The push for the Texas law came as a result of a mother whose daughter was brutally murdered not being able to bring herself to view crime scene photos of her murdered child that a medical examiner opined that no one should be made to see. The mother was so concerned for the jurors after seeing their reactions to the photos that she contacted her state representative and asked him to write and push the counseling law that was ultimately enacted.
The Texas law was passed by the legislature and signed by the governor in 2007 and originally offered up to ten hours of counseling to jurors in particularly gruesome cases involving physical trauma crimes. The law, which is discussed in more detail here, was amended in 2009 to add in other gruesome crimes, including crimes against children. Unfortunately though, the law, while laudable, is not mandatory and only authorizes counties to offer programs and does not offer funding to counties that do offer such programs, though this has not apparently been a deterrent to many of the larger population counties in the state.

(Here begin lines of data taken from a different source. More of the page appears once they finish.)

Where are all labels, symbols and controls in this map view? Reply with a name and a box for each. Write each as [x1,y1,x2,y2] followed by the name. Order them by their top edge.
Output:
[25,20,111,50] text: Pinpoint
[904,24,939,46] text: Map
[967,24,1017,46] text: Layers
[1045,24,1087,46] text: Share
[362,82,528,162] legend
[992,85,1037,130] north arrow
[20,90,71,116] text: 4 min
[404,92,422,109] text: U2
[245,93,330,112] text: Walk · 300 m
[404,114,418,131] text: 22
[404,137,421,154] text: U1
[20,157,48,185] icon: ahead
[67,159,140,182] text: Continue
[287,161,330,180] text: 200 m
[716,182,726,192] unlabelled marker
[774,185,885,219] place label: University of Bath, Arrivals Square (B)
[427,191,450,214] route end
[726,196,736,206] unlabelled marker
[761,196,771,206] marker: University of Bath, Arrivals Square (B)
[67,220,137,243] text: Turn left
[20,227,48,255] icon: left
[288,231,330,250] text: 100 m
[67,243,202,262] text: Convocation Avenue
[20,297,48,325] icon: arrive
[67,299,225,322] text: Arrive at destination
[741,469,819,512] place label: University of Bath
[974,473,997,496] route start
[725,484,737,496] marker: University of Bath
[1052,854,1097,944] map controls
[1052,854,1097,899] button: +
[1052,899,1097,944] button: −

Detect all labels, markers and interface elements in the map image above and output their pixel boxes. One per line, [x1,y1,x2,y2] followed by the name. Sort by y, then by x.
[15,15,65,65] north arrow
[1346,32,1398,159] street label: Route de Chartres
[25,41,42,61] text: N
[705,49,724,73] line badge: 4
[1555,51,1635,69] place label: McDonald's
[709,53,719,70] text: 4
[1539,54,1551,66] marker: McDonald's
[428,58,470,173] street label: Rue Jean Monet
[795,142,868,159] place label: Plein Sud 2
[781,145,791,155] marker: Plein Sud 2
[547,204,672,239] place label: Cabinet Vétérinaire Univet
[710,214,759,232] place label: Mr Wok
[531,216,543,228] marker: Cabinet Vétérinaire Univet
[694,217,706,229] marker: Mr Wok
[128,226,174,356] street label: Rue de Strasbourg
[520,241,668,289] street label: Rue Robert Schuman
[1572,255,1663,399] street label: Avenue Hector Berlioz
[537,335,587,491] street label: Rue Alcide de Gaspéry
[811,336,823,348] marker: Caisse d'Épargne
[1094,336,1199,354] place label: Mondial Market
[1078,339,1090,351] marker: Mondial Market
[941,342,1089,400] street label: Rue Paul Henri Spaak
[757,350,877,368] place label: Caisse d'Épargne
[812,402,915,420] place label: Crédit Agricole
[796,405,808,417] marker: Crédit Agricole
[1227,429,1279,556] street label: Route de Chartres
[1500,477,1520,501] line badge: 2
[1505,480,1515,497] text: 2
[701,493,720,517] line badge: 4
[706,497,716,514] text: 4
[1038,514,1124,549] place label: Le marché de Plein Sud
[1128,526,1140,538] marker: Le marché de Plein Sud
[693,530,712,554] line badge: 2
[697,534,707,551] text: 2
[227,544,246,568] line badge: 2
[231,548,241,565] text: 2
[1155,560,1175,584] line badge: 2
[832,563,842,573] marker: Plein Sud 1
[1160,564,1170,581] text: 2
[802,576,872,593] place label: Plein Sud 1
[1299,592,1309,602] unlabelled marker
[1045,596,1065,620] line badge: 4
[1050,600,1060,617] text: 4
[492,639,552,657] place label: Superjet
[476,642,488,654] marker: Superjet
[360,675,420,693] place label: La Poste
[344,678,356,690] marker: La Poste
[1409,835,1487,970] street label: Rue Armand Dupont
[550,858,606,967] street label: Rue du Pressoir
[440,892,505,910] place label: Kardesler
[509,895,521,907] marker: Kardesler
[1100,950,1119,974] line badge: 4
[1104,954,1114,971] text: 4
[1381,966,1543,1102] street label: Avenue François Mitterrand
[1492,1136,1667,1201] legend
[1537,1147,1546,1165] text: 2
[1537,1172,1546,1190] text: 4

There is some significant evidence indicating that jury service is taxing and stressful in the best of circumstances and downright traumatic in many cases, and there is also evidence that some sort of counseling for jurors who have been through traumatic cases is beneficial in helping them recover from traumatic aspects of their own jury service. Because of the gruesome and traumatic nature of many of the cases heard every day by jurors performing their civic duty one can only hope for more research into the effectiveness of juror counseling programs.
Hopefully future studies and an increase in evidence showing the benefit of juror counseling programs will motivate more states to offer and to fully fund counseling services for jurors, at least for those jurors who while performing their civic duty have to view and weigh the sort of evidence most people would probably hope to never encounter.